Migratory birds fitted with small satellite transmitters in their featherlight “backpacks” can teach people more about changes in the environment upon being monitored. Moreover, it could help prevent biodiversity loss.

Great knot flock, including one individual carrying the satellite transmitter, at Raoping, Guangdong, China in April 2017. Image Credit: Ginny Chan.

That is a crucial message in the PhD-thesis that Ying Chi Chan, a PhD candidate of the University of Groningen, based at the Royal NIOZ (Netherlands Institute for Sea Research), defends on May 28th, 2021.

Bar-tailed godwits with transmitters on their backs, directed us to an important area along the coast of the Yellow Sea at Dafeng-Dongtai-Rudong, where many birds roost and feed. Showing the importance of this area for migratory birds led to a halt of intended land-claim in the tidal zone of the Yellow Sea.

Ying Chi Chan, PhD Candidate, University of Groningen

Explorative Birds are More Successful

For around three years, Chan and her collaborators followed bar-tailed godwits, great knots, and red knots with the help of satellite transmitters. Furthermore, as soon as the birds are caught and before fitting them with the transmitters, the team executed easy “personality tests” on the great knots. In this manner, the researchers were able to observe if an individual bird was of the more ‘conservative’ type or the “explorative” type.

We saw that these different personalities led to very different strategies for coping with change in their environment. When the availability of shells for these birds changed, the more explorative individuals were able to deal with this better than the conservative birds. The explorative individuals left areas with poor prey quality sooner, to look for better places to feed.

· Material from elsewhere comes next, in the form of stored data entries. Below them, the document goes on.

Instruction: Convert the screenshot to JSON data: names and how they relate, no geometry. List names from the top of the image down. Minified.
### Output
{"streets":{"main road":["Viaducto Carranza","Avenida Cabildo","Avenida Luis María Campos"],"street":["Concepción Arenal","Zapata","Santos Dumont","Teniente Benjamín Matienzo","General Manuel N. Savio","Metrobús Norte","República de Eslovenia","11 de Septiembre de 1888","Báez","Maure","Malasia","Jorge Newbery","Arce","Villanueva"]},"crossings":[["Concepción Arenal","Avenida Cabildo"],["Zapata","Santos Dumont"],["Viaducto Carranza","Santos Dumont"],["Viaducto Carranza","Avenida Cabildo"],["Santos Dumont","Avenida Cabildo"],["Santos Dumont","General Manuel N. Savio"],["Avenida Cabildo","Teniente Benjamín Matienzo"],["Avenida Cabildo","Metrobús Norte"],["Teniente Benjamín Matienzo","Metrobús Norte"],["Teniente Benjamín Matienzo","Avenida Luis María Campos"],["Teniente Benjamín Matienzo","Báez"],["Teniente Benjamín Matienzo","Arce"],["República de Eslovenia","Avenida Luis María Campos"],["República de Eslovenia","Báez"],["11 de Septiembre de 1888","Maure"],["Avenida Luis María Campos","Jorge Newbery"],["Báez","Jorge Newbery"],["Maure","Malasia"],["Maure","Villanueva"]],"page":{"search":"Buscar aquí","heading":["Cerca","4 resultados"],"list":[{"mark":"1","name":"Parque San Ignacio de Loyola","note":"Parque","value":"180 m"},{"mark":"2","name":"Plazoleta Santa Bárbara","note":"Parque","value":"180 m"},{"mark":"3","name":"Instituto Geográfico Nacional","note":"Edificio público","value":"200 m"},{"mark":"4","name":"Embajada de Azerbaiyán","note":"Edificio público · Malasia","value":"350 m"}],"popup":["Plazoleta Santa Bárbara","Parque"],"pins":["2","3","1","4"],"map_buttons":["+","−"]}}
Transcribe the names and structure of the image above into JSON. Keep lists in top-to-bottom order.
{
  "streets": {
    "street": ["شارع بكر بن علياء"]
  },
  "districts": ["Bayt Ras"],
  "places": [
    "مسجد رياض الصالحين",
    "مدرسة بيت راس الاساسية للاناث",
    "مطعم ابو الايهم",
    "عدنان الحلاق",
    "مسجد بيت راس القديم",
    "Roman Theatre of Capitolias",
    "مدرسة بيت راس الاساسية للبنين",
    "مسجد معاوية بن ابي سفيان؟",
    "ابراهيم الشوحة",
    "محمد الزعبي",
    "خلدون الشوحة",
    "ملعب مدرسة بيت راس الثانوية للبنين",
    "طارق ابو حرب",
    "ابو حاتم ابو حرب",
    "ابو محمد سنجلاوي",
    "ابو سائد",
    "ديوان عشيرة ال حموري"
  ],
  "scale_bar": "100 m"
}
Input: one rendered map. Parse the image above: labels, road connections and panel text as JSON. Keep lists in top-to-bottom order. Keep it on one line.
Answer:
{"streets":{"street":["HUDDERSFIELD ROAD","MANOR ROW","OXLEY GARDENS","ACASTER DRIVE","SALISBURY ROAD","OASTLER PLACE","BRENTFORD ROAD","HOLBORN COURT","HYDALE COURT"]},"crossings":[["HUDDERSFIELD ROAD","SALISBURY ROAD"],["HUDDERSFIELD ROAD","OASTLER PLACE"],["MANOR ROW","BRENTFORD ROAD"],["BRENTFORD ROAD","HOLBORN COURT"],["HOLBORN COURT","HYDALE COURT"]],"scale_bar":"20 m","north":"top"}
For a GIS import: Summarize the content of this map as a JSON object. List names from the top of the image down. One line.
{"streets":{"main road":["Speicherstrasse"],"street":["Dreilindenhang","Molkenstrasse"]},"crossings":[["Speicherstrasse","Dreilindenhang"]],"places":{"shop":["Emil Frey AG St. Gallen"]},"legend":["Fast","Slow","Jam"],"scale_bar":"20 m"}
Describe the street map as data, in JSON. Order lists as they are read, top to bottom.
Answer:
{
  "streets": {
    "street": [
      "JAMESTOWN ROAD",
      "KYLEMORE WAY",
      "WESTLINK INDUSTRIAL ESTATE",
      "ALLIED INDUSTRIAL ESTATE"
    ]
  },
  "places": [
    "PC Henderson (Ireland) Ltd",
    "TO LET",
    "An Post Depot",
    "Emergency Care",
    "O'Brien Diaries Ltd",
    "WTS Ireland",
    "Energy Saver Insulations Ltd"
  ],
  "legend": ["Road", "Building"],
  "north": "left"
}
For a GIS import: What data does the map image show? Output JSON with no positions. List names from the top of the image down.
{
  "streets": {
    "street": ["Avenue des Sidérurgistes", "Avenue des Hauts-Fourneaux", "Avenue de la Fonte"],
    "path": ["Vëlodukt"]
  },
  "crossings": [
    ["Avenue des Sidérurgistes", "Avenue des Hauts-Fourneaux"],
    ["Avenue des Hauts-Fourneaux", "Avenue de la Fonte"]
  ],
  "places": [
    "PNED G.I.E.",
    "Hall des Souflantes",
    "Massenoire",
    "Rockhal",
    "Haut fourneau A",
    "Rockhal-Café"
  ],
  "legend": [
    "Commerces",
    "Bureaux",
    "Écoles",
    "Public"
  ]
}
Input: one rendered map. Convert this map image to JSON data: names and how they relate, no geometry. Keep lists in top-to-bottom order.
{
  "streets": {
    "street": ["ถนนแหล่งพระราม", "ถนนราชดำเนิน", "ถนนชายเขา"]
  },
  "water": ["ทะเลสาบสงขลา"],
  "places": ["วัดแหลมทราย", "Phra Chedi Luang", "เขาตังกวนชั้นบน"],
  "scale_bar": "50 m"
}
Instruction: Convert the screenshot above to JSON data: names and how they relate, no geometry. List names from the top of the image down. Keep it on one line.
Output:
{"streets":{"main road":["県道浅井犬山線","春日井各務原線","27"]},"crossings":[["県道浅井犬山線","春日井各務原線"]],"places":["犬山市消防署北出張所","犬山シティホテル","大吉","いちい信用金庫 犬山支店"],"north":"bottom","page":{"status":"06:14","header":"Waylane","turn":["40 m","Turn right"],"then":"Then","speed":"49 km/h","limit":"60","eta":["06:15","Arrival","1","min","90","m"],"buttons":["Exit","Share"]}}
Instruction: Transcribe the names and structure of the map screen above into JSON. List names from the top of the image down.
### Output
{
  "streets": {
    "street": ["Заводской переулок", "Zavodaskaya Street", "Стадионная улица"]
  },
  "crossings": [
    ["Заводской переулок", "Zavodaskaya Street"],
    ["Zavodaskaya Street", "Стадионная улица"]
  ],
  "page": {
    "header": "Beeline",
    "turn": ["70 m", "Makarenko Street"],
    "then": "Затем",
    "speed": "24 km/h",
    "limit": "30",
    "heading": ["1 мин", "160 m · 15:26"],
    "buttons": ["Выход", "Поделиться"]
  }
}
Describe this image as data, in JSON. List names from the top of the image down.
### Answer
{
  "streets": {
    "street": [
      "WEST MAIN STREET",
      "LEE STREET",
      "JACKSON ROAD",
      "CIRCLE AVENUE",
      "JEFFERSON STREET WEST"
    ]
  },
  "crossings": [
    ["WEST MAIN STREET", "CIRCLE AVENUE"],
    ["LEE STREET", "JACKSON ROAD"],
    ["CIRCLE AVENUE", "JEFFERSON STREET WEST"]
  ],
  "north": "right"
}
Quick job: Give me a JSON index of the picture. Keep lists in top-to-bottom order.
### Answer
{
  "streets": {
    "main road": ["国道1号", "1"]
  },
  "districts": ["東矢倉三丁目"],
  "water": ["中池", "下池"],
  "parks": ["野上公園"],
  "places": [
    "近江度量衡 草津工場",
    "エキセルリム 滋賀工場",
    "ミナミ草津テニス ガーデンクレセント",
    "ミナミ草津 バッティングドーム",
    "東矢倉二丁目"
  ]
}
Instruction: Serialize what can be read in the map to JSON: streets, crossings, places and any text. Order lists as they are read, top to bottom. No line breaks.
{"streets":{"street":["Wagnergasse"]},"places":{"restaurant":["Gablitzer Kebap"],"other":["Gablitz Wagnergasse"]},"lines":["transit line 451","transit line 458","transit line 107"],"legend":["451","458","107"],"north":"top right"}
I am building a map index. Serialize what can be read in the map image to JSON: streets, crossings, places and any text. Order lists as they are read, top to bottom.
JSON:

Ying Chi Chan, PhD Candidate, University of Groningen

They also arrived earlier in their breeding areas in the Eastern Russian Arctic and thus had better odds for successfully raising chicks. This was supported by the fact that they stayed longer in the breeding area. When knots lose their eggs or chicks, they usually leave the breeding area shortly after,” added Chan.

Recognition as UN World Heritage Site

With the help of their study, Chan and her collaborators were the first to chart the precise migration routes of great and red knots together across the East Asian-Australasian Flyway. Earlier, there was an assumption that the knots tended to use only one or two stops on their way from the wintering grounds to the breeding region in the Arctic. But Chan found out that the multiple stopover sites in between were utilized by the knots.

Mapping the migration routes and the important feeding sites is crucial for understanding the ecology of these birds. It is also essential to support evidence-based conservation. For example, showing how bar-tailed godwits used a particular area in the Yellow Sea to fuel up, has led to its recognition as World Heritage site by the UN.

Ying Chi Chan, PhD Candidate, University of Groningen

As Chan’s work on waders has been completed, she will begin to work as a post-doc in Switzerland and perform research on the dispersal of little owls and red kites at the Swiss Ornithological institute located in Sempach.